Although machine learning (ML) is increasingly popular, training and deploying ML models into production is challenging, even for experienced development teams. According to Capgemini’s State of AI Survey, a shocking 72 percent of organizations that began AI pilots before 2019 have yet to deploy a single app in production, proving how tough it is for enterprises to scale AI projects.
Amazon aims to change that with SageMaker, a fully-managed ML service that simplifies the process of building, training, and deploying ML models using an assortment of ML frameworks. By providing modular features, SageMaker makes the ML process as straightforward as possible. Developers no longer worry about the intricacies involved in the ML operations process, instead focusing on performing core ML experiments and generating ROI by quickly deploying models in production-ready environments.
Let’s examine some best practices to build secure and performant solutions using SageMaker. These practices include:
- Building and training models using SageMaker Studio.
- Choose the correct size for your notebook instances.
- Decide whether you need endpoints or batch transforms.

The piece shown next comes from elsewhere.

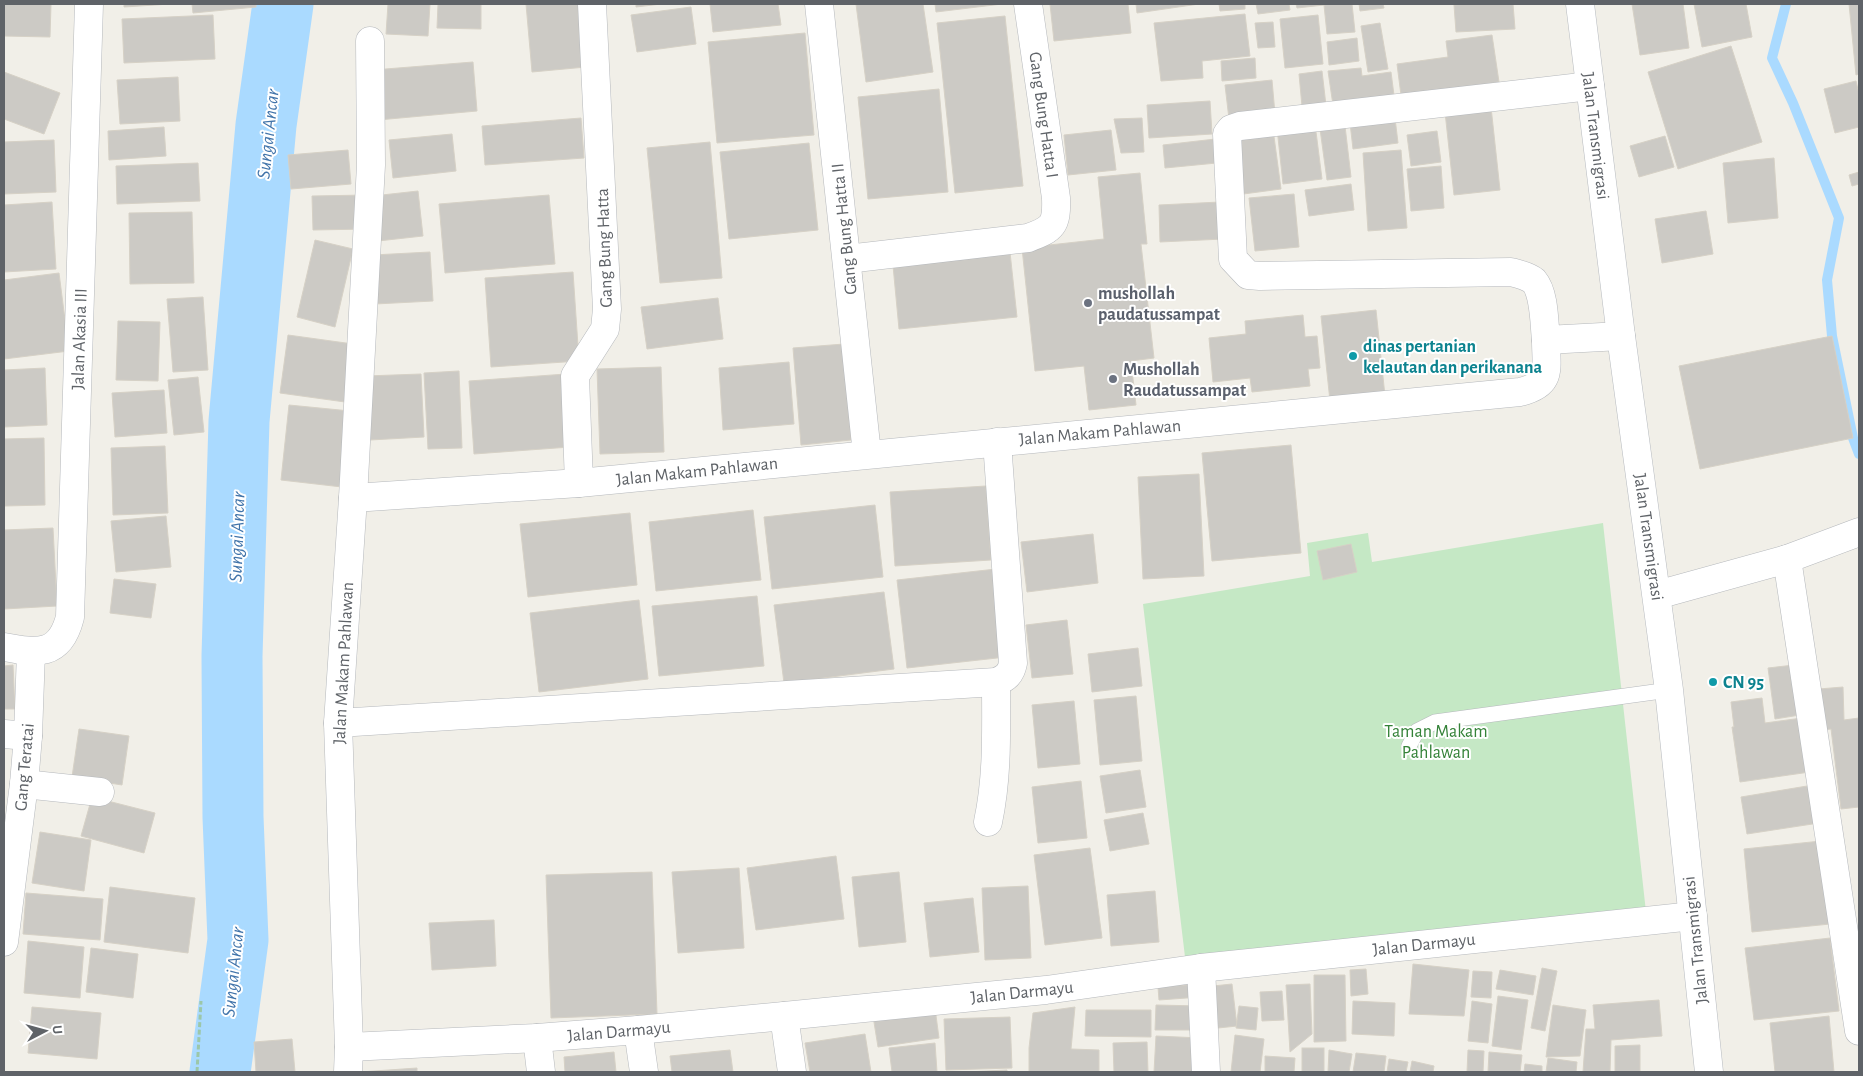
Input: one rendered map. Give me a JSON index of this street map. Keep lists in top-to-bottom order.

- Size your inference endpoints correctly.
Use SageMaker Studio
Consider using SageMaker Studio whenever possible. As a web-based, fully integrated development environment (IDE) for ML, SageMaker Studio lets you do everything in one place and provides you with all that you need to create a production-ready model. SageMaker is based on open-source JupyterLab, where you can create notebooks, write code in python, and build, train, and deploy ML models. It allows you to monitor model performance and compare results within a single interface.
A unique feature of SageMaker Studio is its ability to launch shells and notebooks in isolated environments. The Launcher page, which has over 150 open-source models and 15 pre-built solutions, enables you to build your model using Amazon SageMaker images, which have the most upto date versions of the Amazon python SDK. Additionally, you can use custom-built algorithms written in one of the many supported ML frameworks, like Google TensorFlow, PyTorch, and MXNet. Just note that you can host these algorithms only if you have encapsulated them in a SageMaker-compatible Docker container.

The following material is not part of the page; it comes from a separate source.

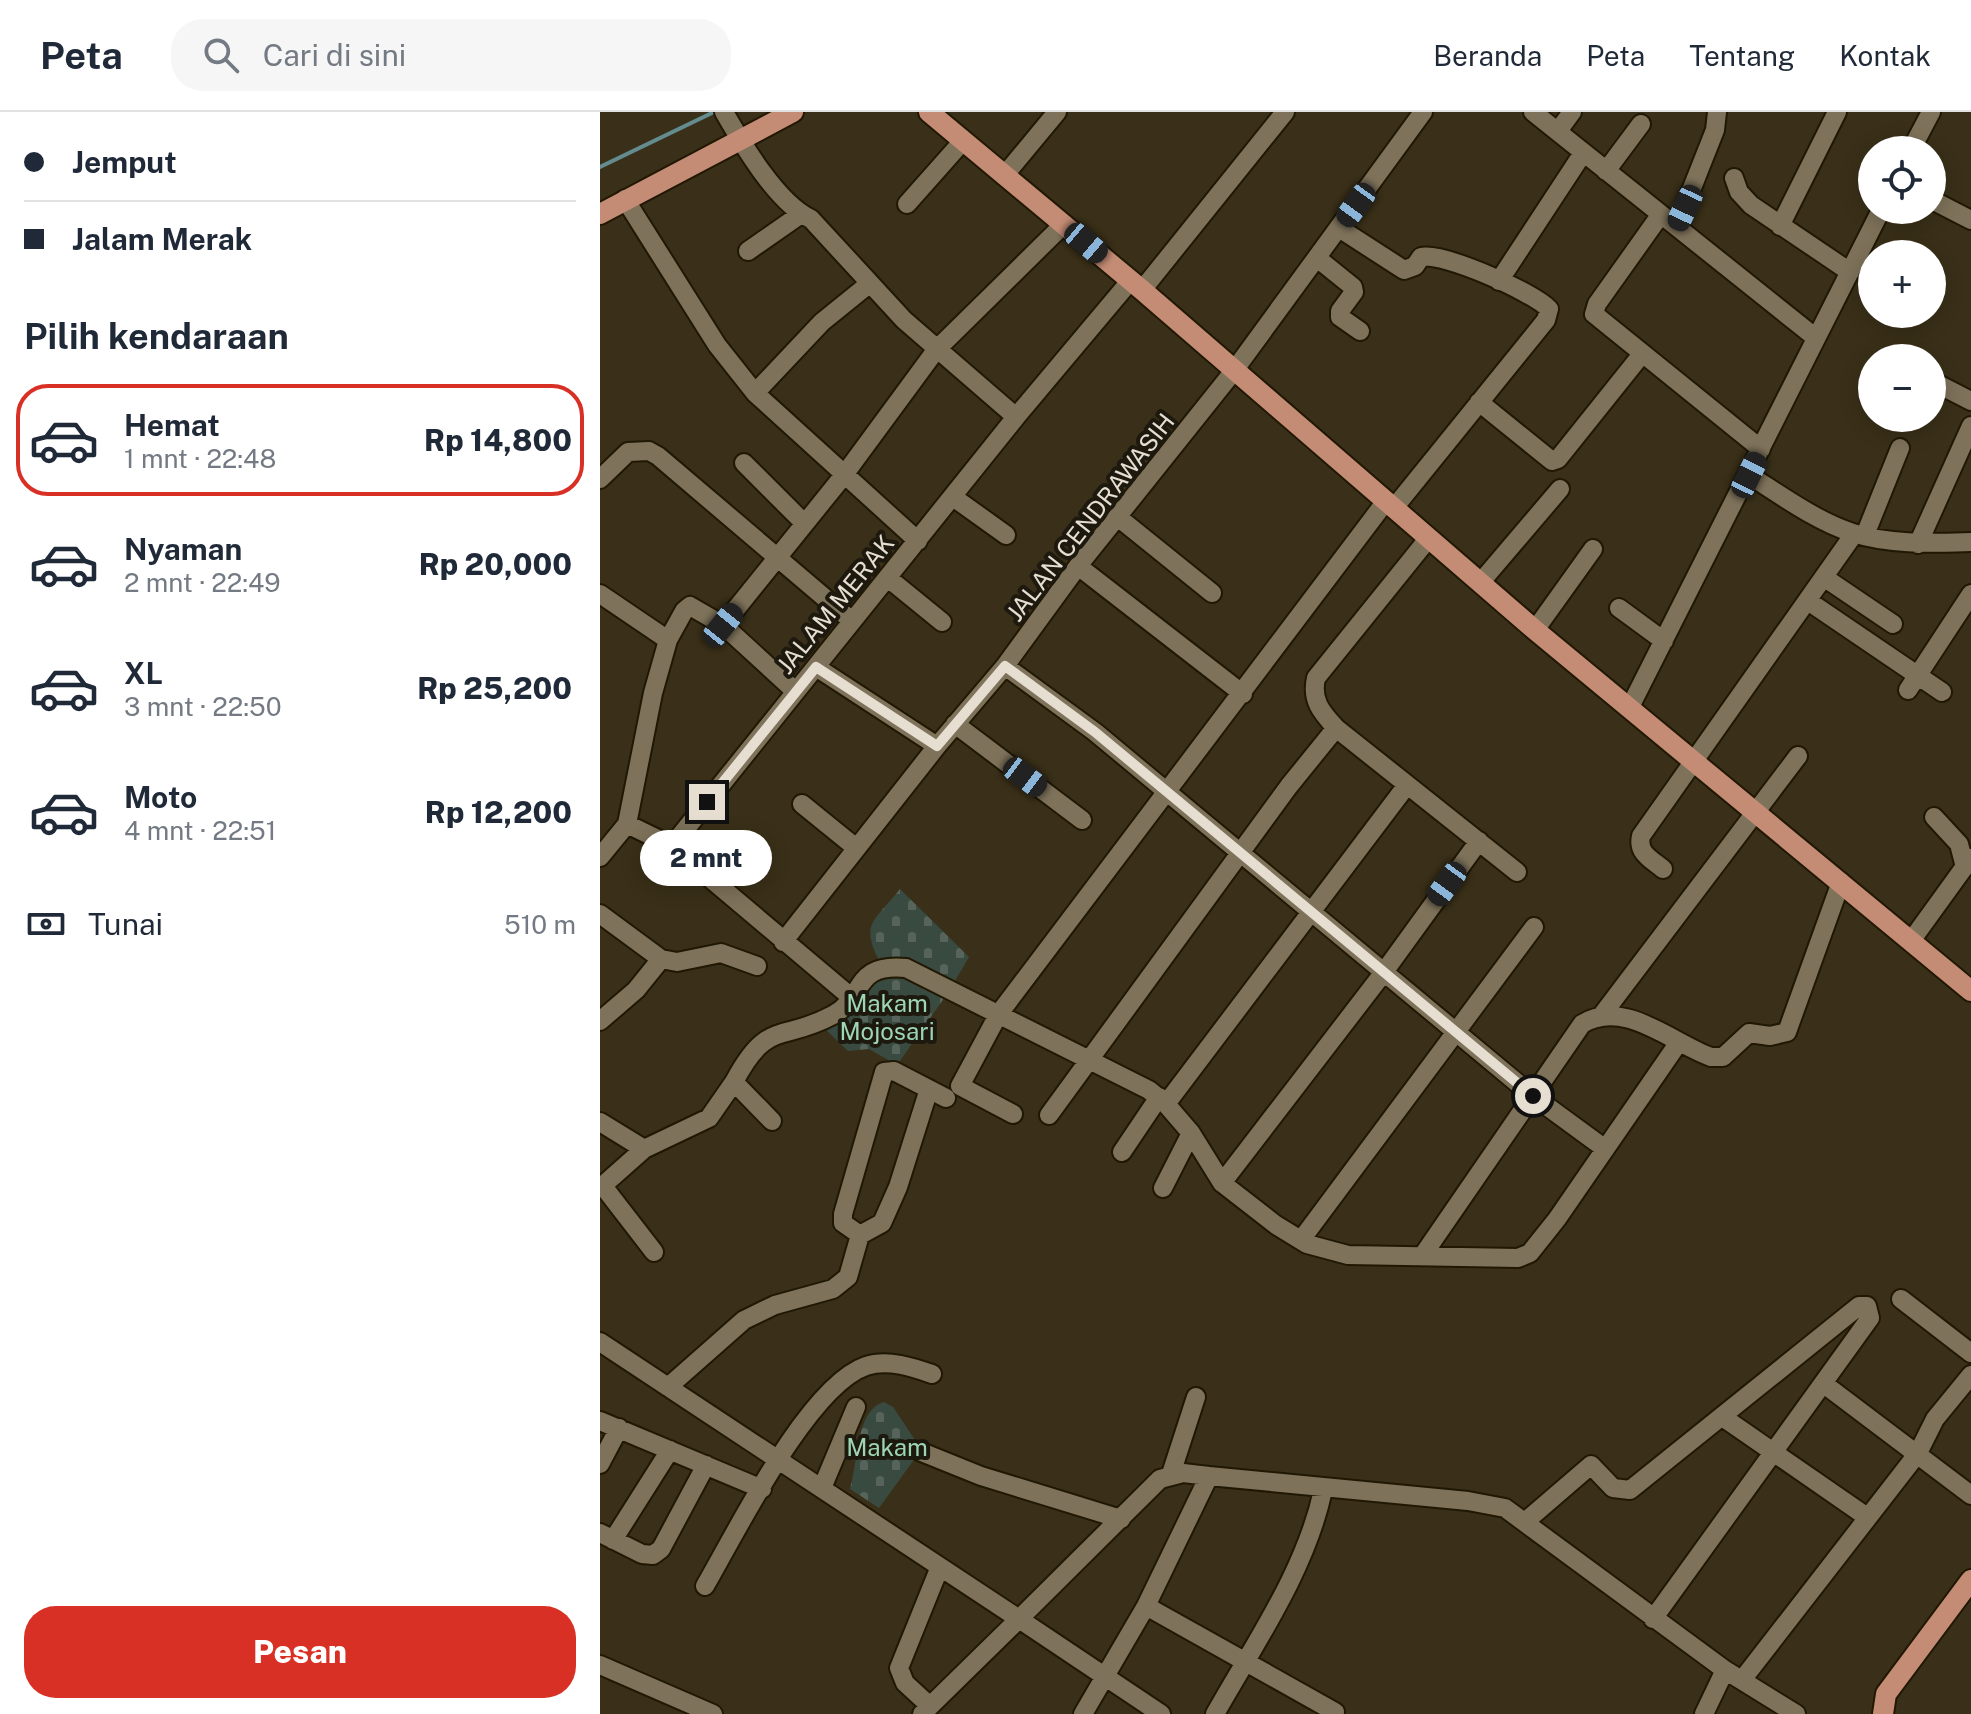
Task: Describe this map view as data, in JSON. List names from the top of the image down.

Until recently, you were only able to use pre-built images with the SageMaker Studio environment. With the launch of lifecycle configurations, you can directly attach approved customizations to the SageMaker Studio environment. SageMaker Studio provides security hardening capabilities using encryption in motion, encryption at rest, and virtual private cloud (VPC) support to handle the security pitfalls of customizable environments.
SageMaker Studio has several automation tools to accelerate the ML process and provide greater visibility and control over the various steps required to build production-ready models. These are just some of the available tools:
- AWS Autopilot automatically builds and trains ML models while providing you with complete visibility into model creation.
- Data Wrangler is a quick way to prepare data. It has many common data cleaning techniques that can reduce the time for data cleansing from weeks to minutes.
- Debugger monitors your models for bottlenecks.
- Edge Manager extends ML monitoring to edge devices.
- Ground Truth accelerates data labeling and lets you create high-quality training samples.
- Model Monitor monitors ML models and notifies you when it detects deviations.
- Pipelines automate ML workflows, enabling you to scale ML across your organization.
- SageMaker Project is an AWS Service Catalog–provisioned product used to create an end-to-end ML solution
Choose Correctly Between Studio Notebook and Notebook Instances
SageMaker provides two options to launch a notebook. You can launch notebook instances and Studio notebooks. Although they might appear similar, they are notably different. With notebook instances, you have the flexibility to create your notebook according to your specifications. Compared to Studio notebooks, notebook instances are more hands-on and involve a steep learning curve.
When you launch a notebook instance, you must manually set up an elastic cloud compute (EC2) instance, select from the built-in algorithms or import your algorithm, specify the data’s location in Amazon S3, and choose the preferred instance type. In contrast, Studio notebooks are one-click Jupyter notebooks equipped with pre-built images that can spin-up five to ten times faster than notebook instances.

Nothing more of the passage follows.